> _Work order_
Please print each entry below exactly as it reads.
★ ★ ★ ★ ★ ★ ★
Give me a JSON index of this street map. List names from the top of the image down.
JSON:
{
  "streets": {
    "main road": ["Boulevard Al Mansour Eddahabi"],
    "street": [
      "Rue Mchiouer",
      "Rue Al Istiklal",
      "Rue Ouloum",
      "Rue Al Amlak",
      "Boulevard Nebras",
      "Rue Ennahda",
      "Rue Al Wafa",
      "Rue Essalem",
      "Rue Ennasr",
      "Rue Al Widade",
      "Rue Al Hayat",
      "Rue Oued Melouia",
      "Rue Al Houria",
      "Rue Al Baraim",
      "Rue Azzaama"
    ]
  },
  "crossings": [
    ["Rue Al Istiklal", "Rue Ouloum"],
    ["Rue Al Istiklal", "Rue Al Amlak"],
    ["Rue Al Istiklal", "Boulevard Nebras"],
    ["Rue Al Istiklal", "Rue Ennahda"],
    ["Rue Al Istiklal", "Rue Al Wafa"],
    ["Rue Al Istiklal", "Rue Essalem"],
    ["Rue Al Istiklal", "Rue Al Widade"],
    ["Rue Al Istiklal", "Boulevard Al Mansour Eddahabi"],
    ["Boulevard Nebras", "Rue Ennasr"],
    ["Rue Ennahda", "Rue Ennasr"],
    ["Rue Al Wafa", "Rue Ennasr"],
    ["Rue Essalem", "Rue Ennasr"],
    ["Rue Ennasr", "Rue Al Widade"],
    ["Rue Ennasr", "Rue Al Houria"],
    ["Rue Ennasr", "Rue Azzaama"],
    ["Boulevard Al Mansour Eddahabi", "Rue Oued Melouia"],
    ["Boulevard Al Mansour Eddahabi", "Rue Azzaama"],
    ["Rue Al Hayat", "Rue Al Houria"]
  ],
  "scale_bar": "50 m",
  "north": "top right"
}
★ ★ ★ ★ ★ ★ ★
> _Solved exercise_
Give me a JSON index of this street map. List names from the top of the image down.
JSON:
{
  "streets": {
    "main road": ["Boulevard Al Mansour Eddahabi"],
    "street": [
      "Rue Mchiouer",
      "Rue Al Istiklal",
      "Rue Ouloum",
      "Rue Al Amlak",
      "Boulevard Nebras",
      "Rue Ennahda",
      "Rue Al Wafa",
      "Rue Essalem",
      "Rue Ennasr",
      "Rue Al Widade",
      "Rue Al Hayat",
      "Rue Oued Melouia",
      "Rue Al Houria",
      "Rue Al Baraim",
      "Rue Azzaama"
    ]
  },
  "crossings": [
    ["Rue Al Istiklal", "Rue Ouloum"],
    ["Rue Al Istiklal", "Rue Al Amlak"],
    ["Rue Al Istiklal", "Boulevard Nebras"],
    ["Rue Al Istiklal", "Rue Ennahda"],
    ["Rue Al Istiklal", "Rue Al Wafa"],
    ["Rue Al Istiklal", "Rue Essalem"],
    ["Rue Al Istiklal", "Rue Al Widade"],
    ["Rue Al Istiklal", "Boulevard Al Mansour Eddahabi"],
    ["Boulevard Nebras", "Rue Ennasr"],
    ["Rue Ennahda", "Rue Ennasr"],
    ["Rue Al Wafa", "Rue Ennasr"],
    ["Rue Essalem", "Rue Ennasr"],
    ["Rue Ennasr", "Rue Al Widade"],
    ["Rue Ennasr", "Rue Al Houria"],
    ["Rue Ennasr", "Rue Azzaama"],
    ["Boulevard Al Mansour Eddahabi", "Rue Oued Melouia"],
    ["Boulevard Al Mansour Eddahabi", "Rue Azzaama"],
    ["Rue Al Hayat", "Rue Al Houria"]
  ],
  "scale_bar": "50 m",
  "north": "top right"
}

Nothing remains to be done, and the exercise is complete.